**EXERCISE PROMPT**
Provide the number of lines in the material containing the word "service", with nothing added.

**MATERIAL SHOWN**
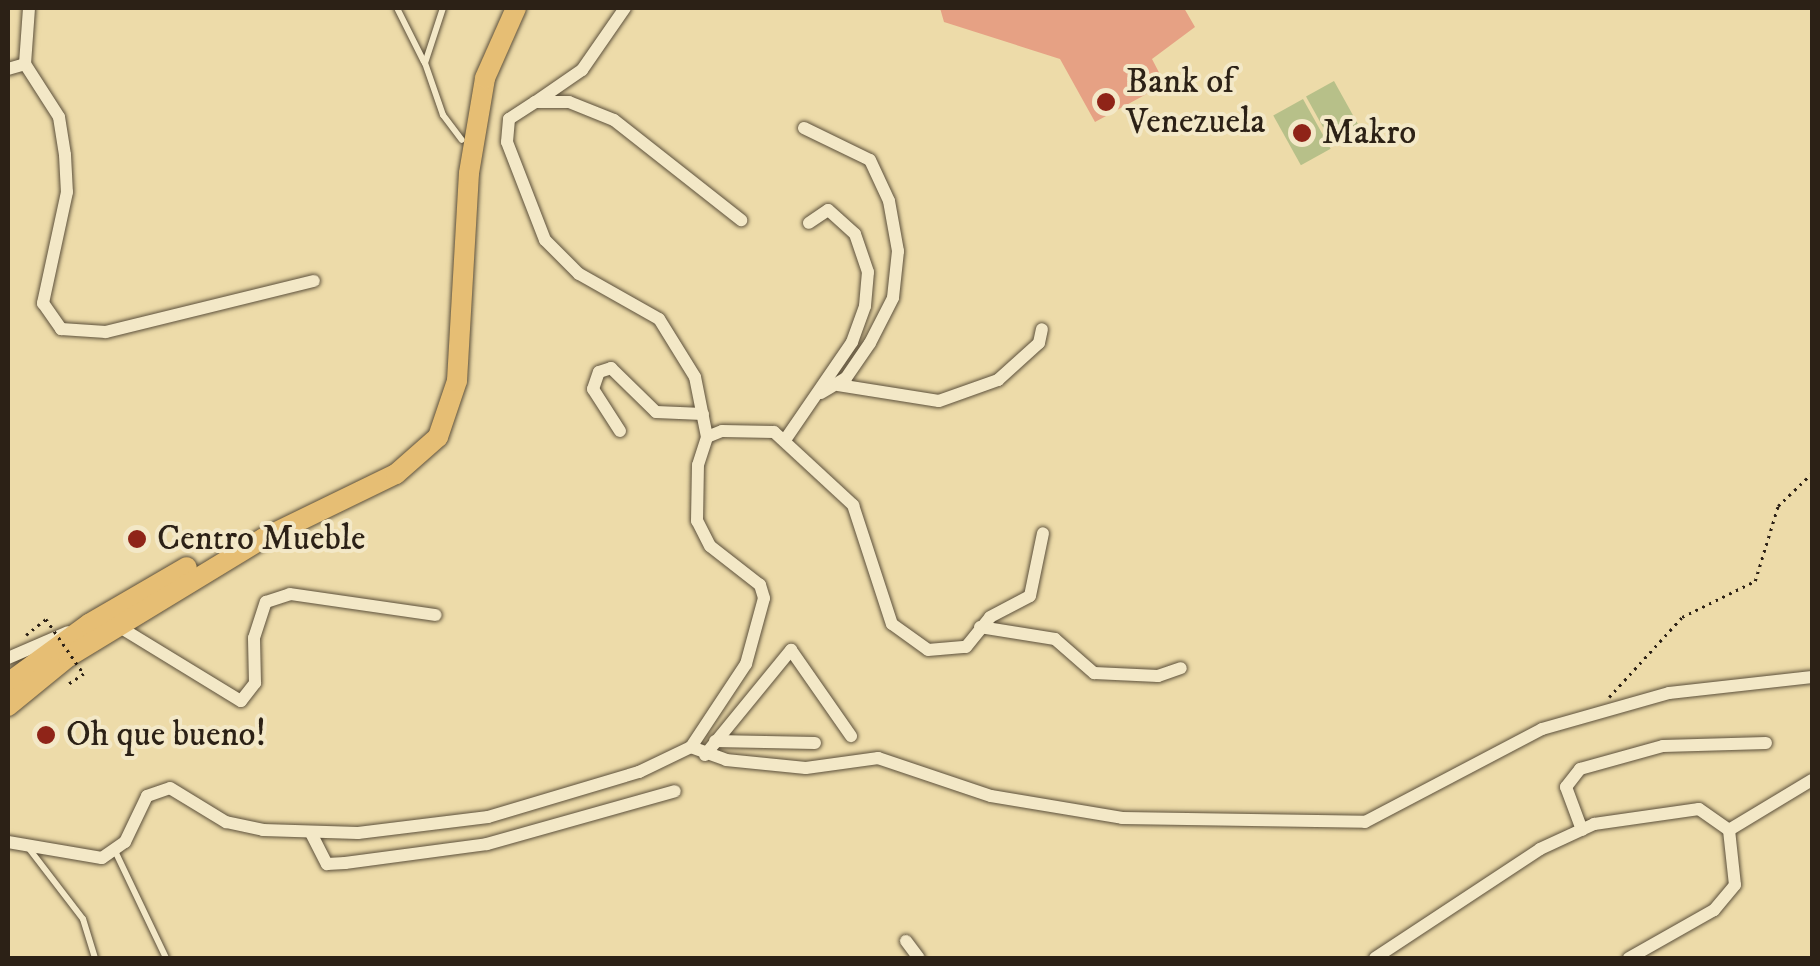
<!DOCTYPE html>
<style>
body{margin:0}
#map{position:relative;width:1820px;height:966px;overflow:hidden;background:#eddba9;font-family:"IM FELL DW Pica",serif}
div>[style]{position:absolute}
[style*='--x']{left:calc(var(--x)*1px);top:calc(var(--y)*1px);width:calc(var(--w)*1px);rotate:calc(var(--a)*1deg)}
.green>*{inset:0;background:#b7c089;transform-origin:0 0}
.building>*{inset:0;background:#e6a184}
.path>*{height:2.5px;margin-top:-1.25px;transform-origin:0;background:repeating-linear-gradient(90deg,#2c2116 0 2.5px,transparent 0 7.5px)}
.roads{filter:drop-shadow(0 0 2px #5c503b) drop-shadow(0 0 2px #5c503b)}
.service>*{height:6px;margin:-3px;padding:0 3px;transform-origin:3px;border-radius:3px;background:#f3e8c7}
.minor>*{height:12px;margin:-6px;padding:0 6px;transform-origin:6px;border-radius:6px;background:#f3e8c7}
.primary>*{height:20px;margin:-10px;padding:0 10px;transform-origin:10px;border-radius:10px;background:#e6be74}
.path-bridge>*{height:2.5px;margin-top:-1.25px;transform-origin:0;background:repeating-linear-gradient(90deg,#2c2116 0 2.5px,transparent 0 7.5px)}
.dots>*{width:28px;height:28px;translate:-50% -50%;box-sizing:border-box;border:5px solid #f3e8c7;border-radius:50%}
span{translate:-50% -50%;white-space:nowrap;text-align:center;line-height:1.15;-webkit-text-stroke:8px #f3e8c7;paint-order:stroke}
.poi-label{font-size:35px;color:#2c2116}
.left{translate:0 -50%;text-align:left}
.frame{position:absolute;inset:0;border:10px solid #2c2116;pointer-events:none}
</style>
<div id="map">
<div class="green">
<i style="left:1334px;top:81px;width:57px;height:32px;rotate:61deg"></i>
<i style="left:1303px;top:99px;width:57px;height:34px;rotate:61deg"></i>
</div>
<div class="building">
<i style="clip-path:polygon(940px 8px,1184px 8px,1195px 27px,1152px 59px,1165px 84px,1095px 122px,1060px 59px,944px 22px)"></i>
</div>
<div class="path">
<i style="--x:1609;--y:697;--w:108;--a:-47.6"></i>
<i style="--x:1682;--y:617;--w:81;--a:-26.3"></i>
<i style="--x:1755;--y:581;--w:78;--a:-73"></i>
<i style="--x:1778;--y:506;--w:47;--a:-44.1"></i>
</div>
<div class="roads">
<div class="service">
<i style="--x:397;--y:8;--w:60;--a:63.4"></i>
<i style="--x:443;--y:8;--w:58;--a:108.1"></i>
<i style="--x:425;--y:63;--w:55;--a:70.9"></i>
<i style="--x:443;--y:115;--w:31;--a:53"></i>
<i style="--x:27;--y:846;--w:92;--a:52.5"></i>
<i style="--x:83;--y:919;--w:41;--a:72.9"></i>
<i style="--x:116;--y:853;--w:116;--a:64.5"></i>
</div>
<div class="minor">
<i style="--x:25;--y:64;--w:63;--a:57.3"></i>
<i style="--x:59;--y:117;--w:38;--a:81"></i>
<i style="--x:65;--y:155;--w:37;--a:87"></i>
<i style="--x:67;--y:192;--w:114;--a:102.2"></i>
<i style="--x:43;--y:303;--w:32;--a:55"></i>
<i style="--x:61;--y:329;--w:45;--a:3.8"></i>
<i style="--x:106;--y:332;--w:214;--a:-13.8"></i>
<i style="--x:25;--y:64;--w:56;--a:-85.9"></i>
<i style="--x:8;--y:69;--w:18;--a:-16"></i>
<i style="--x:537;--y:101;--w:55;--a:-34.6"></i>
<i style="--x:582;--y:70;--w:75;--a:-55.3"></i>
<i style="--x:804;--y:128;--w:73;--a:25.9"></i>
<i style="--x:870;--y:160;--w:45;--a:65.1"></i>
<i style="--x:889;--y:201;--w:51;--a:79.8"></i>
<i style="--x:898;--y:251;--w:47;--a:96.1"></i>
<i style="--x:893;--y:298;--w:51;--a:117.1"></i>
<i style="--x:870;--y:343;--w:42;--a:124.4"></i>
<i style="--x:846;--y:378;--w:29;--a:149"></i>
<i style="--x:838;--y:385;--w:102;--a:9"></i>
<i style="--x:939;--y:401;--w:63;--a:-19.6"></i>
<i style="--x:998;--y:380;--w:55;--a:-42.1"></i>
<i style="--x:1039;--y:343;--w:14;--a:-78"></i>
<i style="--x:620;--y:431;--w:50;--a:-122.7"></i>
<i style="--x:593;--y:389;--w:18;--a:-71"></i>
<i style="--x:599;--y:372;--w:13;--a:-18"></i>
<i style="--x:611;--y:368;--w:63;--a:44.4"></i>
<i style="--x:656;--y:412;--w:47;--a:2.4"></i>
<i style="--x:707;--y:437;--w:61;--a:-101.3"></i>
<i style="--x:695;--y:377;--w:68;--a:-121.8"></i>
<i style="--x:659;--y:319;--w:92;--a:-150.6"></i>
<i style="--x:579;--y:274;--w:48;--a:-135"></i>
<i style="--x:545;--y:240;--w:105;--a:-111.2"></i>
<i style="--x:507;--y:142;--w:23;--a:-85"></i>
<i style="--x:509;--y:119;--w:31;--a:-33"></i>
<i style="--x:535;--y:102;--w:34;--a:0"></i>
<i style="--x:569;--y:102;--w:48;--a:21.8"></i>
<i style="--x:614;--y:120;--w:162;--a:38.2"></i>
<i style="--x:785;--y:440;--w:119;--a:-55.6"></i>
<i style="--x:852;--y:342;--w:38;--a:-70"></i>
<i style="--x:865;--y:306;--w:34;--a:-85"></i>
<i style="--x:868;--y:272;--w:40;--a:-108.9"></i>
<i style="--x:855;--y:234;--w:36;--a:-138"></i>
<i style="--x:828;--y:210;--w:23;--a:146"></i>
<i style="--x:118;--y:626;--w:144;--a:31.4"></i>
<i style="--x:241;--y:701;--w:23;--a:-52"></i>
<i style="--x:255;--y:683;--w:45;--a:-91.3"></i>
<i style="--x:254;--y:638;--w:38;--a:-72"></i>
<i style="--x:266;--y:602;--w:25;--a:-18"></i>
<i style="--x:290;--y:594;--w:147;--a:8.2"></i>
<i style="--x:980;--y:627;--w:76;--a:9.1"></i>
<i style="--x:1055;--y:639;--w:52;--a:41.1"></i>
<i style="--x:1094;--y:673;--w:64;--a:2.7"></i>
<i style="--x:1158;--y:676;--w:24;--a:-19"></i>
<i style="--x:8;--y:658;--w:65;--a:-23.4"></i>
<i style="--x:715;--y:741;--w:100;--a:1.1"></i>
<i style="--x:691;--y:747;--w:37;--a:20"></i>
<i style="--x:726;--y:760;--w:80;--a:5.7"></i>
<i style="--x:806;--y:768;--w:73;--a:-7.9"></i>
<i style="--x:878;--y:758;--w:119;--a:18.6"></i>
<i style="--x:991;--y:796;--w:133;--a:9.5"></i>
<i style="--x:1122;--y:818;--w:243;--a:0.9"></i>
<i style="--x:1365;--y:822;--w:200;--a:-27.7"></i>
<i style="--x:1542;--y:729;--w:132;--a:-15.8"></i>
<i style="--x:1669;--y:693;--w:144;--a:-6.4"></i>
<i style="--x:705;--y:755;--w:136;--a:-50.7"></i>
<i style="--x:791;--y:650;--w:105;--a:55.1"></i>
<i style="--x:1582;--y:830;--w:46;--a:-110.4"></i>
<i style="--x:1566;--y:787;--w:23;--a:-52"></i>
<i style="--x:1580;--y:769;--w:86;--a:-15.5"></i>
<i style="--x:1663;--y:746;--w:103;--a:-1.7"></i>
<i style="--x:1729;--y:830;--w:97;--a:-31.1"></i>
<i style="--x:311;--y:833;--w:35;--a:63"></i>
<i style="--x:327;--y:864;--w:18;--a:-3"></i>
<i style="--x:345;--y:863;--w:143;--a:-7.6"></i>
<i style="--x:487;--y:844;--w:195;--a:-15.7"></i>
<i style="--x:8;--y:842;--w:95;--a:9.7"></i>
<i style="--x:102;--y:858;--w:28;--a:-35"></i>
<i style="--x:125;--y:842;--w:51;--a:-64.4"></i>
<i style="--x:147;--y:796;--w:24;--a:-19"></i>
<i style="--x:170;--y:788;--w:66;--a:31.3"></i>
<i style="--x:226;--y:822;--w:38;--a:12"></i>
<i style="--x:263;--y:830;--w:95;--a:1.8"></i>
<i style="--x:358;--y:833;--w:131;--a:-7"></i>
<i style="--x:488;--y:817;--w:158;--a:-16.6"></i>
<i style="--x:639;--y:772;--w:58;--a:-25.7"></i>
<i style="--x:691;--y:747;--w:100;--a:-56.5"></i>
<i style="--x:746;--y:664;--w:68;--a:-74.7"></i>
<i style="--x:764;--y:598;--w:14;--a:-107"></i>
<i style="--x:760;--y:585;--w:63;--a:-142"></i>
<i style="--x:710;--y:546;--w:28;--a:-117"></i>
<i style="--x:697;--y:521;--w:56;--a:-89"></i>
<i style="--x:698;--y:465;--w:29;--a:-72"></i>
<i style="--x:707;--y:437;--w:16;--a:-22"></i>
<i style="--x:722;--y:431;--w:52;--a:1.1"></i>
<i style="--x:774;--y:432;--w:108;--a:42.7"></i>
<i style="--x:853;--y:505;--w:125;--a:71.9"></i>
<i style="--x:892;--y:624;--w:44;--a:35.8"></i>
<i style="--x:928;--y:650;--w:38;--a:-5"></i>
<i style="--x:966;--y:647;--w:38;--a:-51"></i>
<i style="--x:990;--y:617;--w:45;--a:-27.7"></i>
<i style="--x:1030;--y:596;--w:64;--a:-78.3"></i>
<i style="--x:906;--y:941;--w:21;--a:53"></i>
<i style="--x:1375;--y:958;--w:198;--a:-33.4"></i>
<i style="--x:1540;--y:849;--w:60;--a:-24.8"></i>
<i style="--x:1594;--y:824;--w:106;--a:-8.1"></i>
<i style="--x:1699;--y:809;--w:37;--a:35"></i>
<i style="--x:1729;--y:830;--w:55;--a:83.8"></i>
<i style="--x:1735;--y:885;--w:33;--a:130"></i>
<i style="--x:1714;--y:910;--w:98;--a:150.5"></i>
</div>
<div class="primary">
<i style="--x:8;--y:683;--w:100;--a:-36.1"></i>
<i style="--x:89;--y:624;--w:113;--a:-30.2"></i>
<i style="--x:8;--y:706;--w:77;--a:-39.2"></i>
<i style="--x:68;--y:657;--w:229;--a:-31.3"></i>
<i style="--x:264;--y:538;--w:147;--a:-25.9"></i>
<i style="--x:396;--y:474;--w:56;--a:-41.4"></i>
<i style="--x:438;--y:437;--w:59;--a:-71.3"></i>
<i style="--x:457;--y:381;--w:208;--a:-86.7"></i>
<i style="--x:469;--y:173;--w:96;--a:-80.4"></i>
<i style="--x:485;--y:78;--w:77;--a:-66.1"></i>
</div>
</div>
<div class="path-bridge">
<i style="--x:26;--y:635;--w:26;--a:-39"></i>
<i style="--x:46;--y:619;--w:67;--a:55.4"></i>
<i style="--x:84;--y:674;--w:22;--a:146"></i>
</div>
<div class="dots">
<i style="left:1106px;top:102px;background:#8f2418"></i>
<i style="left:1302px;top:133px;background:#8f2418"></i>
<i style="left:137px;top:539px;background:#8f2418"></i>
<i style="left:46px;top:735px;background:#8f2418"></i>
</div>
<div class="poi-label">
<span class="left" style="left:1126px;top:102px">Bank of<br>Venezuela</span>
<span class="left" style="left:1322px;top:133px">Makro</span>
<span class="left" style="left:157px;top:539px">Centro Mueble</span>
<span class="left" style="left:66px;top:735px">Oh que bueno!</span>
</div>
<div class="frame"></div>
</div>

**ANSWER TO THE PROBLEM**
2